Congress appears right well paralyzed on any issue like this.  Aside from cutting their donors’ taxes, we don’t expect much there.

That leaves the FDA.  Could it be persuaded to issue a regulation preempting innovator liability?  There is that 1962 uncodified “direct conflict” preemption clause, and a lot of FDA statements about how its regulatory scheme is not supposed to change the standards of common-law liability.  That is one plausible outcome, but plaintiffs would be active, too, demanding an end to preemption of generic products.  Does a regulatory fix for innovator liability thus degenerate into a three-way fight between branded, generic, and plaintiffs?  That’s a recipe for paralysis, as well.

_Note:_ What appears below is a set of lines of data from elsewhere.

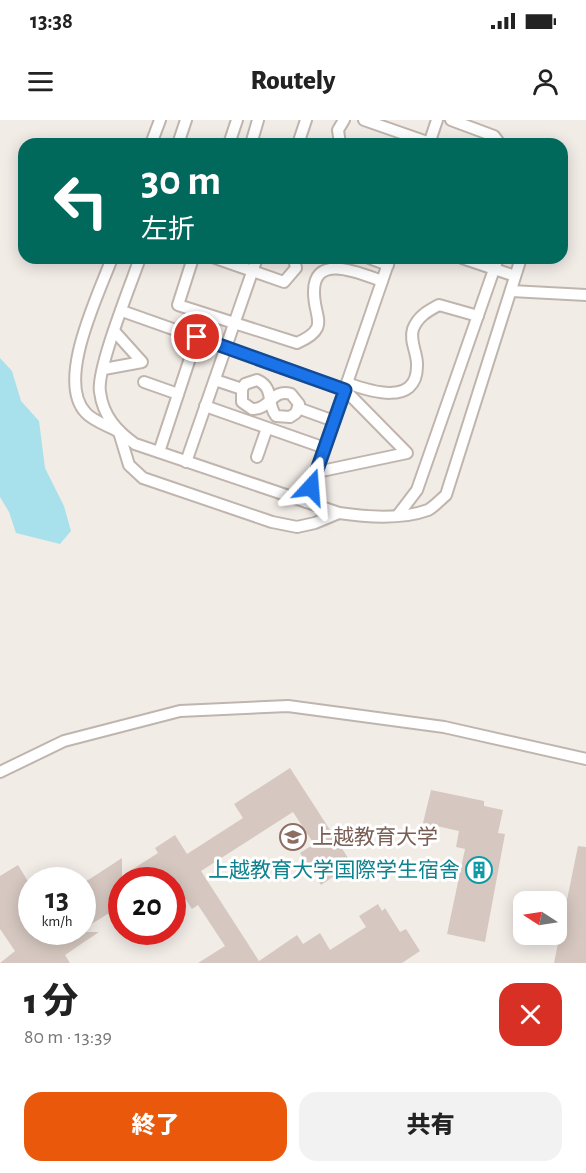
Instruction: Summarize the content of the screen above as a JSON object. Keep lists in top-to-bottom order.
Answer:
{
  "places": {
    "school or university": ["上越教育大学"],
    "building": ["上越教育大学国際学生宿舎"]
  },
  "north": "left",
  "page": {
    "status": "13:38",
    "header": "Routely",
    "turn": ["30 m", "左折"],
    "speed": "13 km/h",
    "limit": "20",
    "heading": ["1 分", "80 m · 13:39"],
    "buttons": ["終了", "共有"]
  }
}
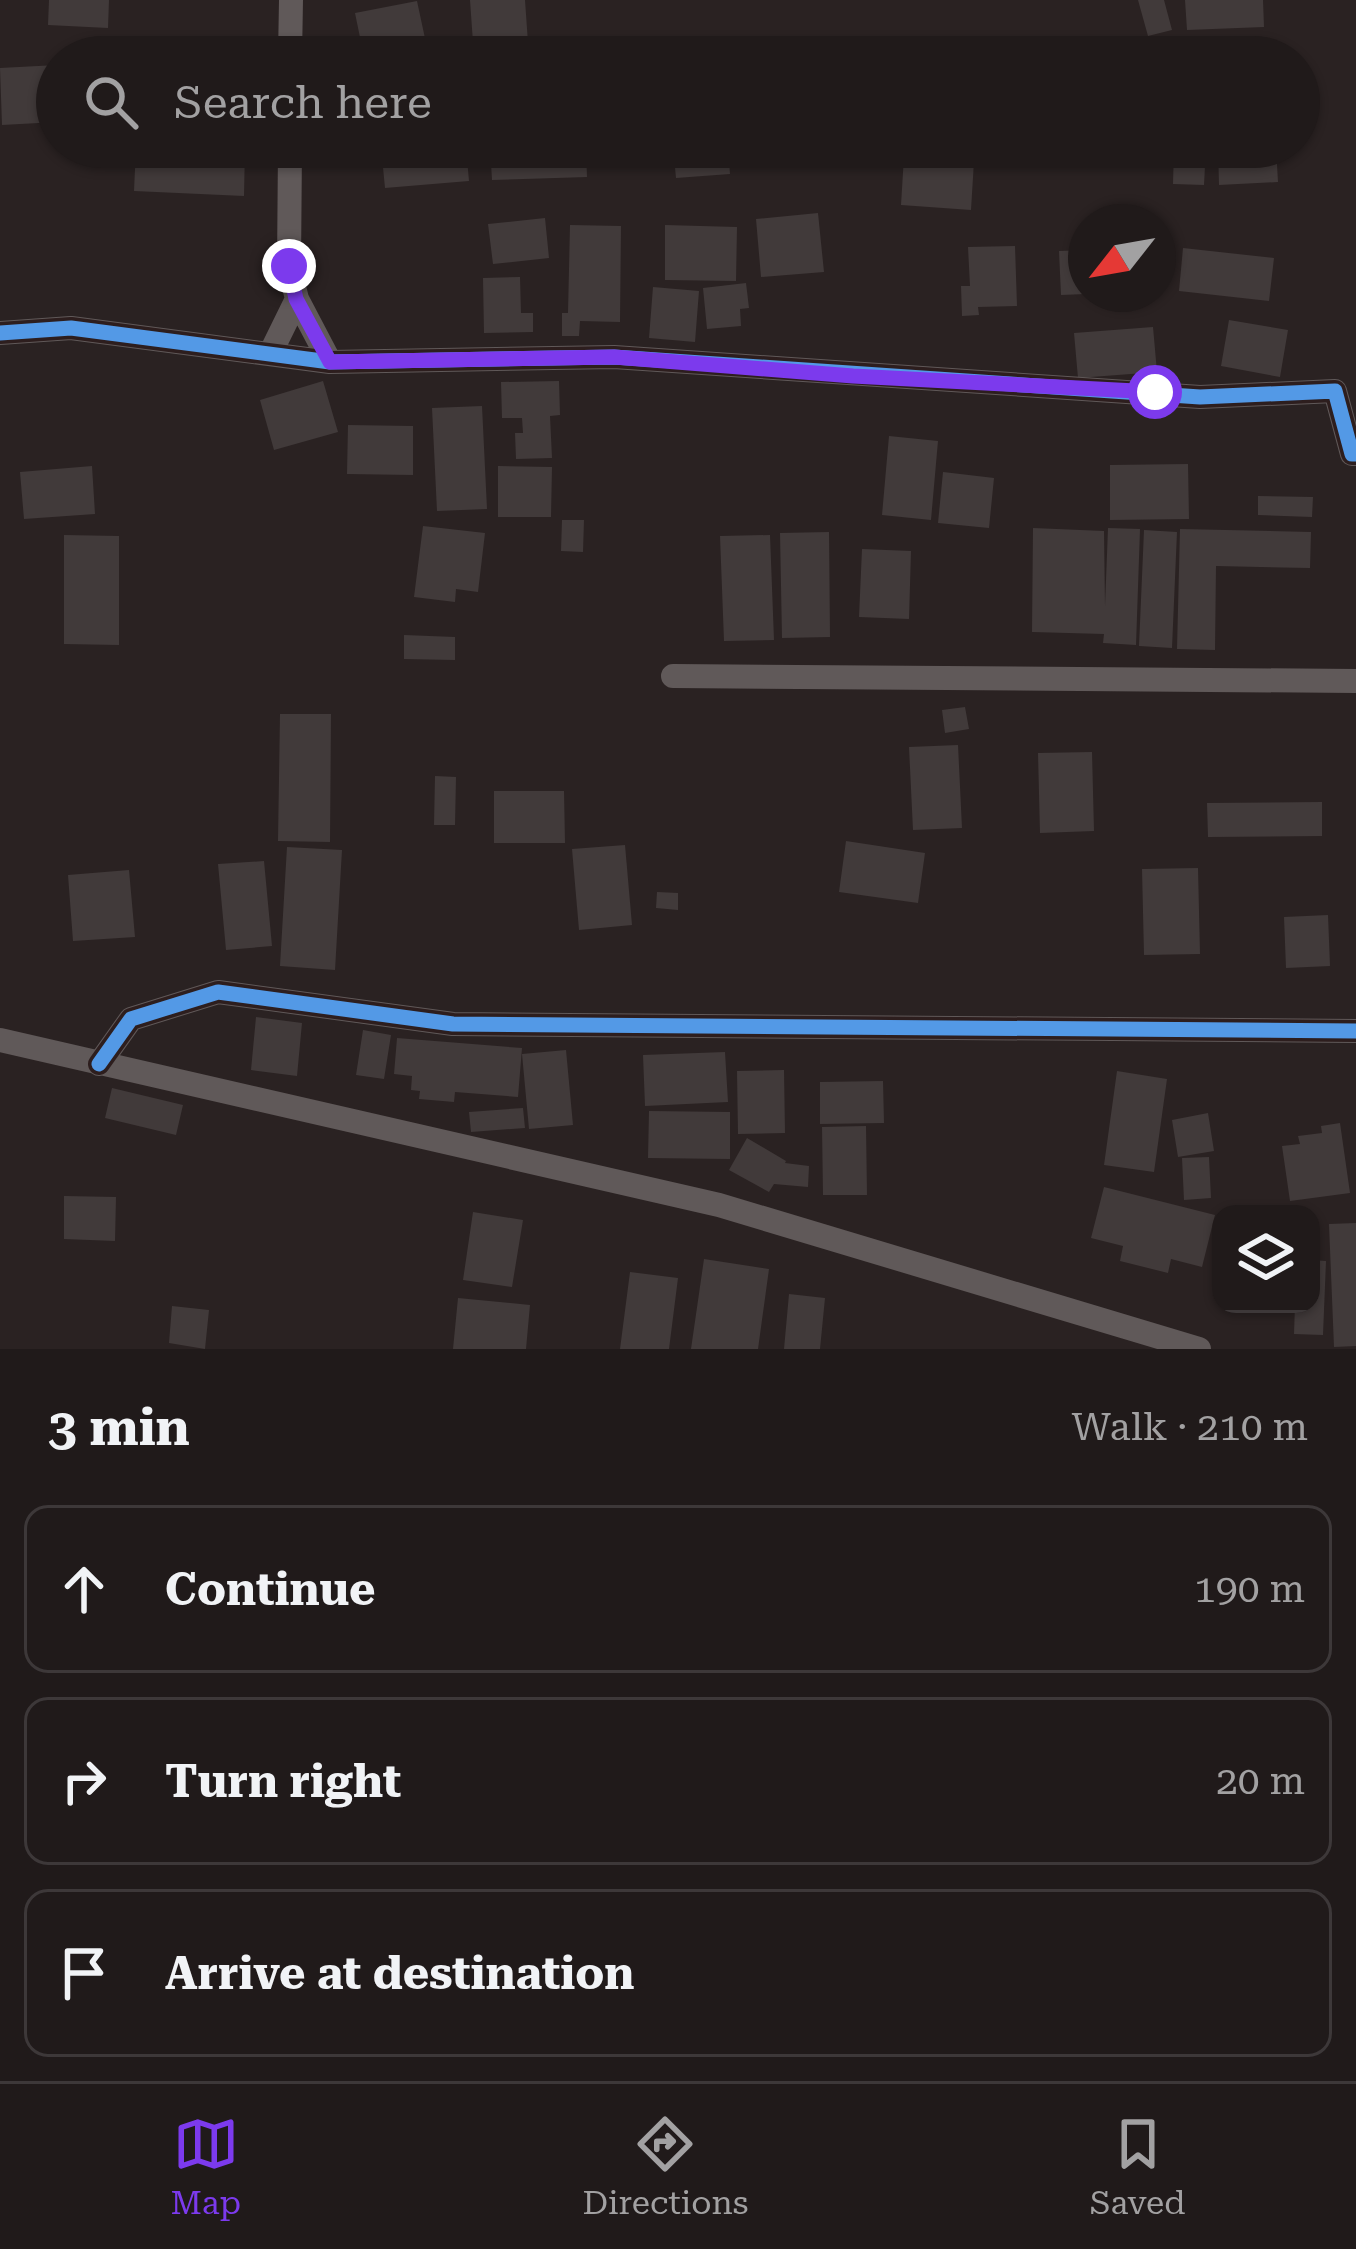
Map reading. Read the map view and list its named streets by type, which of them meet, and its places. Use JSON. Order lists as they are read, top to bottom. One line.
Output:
{"north":"bottom left","page":{"search":"Search here","heading":["3 min","Walk · 210 m"],"list":[["Continue","190 m"],["Turn right","20 m"],"Arrive at destination"],"nav":["Map","Directions","Saved"]}}
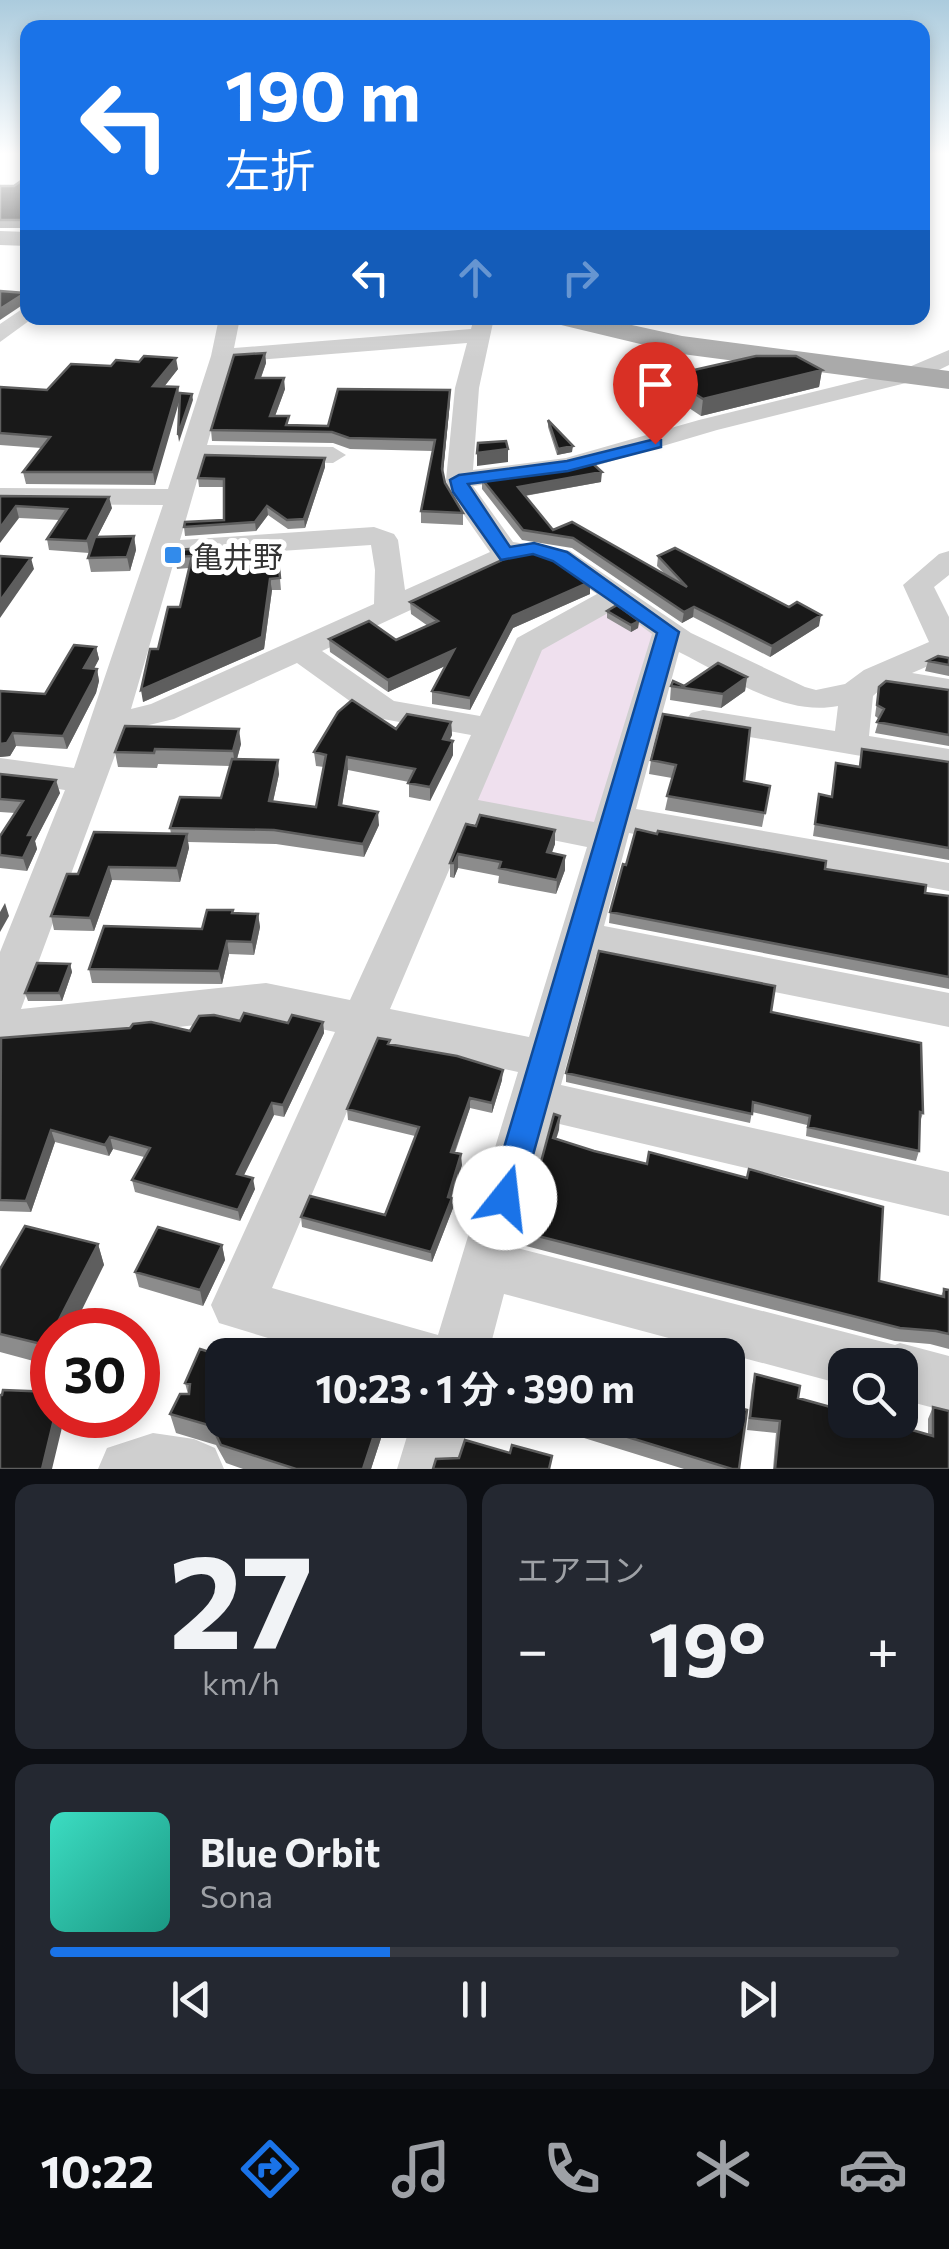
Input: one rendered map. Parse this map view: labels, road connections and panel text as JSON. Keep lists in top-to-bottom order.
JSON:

How does one litigate an innovator liability case?  Unlike a product liability case, the defendant isn’t a manufacturer, so it doesn’t have access to design, manufacturing, warning, and adverse report information about the product that actually caused (allegedly) the plaintiff’s harm.  At minimum that’s a serious discovery problem.  Will the solution be joining generic drug manufacturers as third-party defendants?  That would be a fine finger-pointing mess, and what would the consequences be for preemption?  Even the DDLaw Blog might be forced to take sides, which for eleven years we have been able to avoid doing.  Who knows, depending on where a plaintiff chose to sue, it might be difficult under BMS to obtain personal jurisdiction over the generic manufacturer.  These are just a few of the questions that broader adoption of innovator liability would pose.

We don’t like being the ones to point out the dark clouds on the horizon.  We’d much rather celebrate defense wins – and we hope we do in T.H., Rafferty, and McNair.  But our clients don’t like surprises, and given the size of the threat posed by innovator liability, we’d be remiss not to point out what we know/fear is out there.  After all, innovator liability is not even on the ACI’s own agenda (although it was mentioned) this year.  So a word to the wise.  Don’t be caught napping.  Think about Plan B.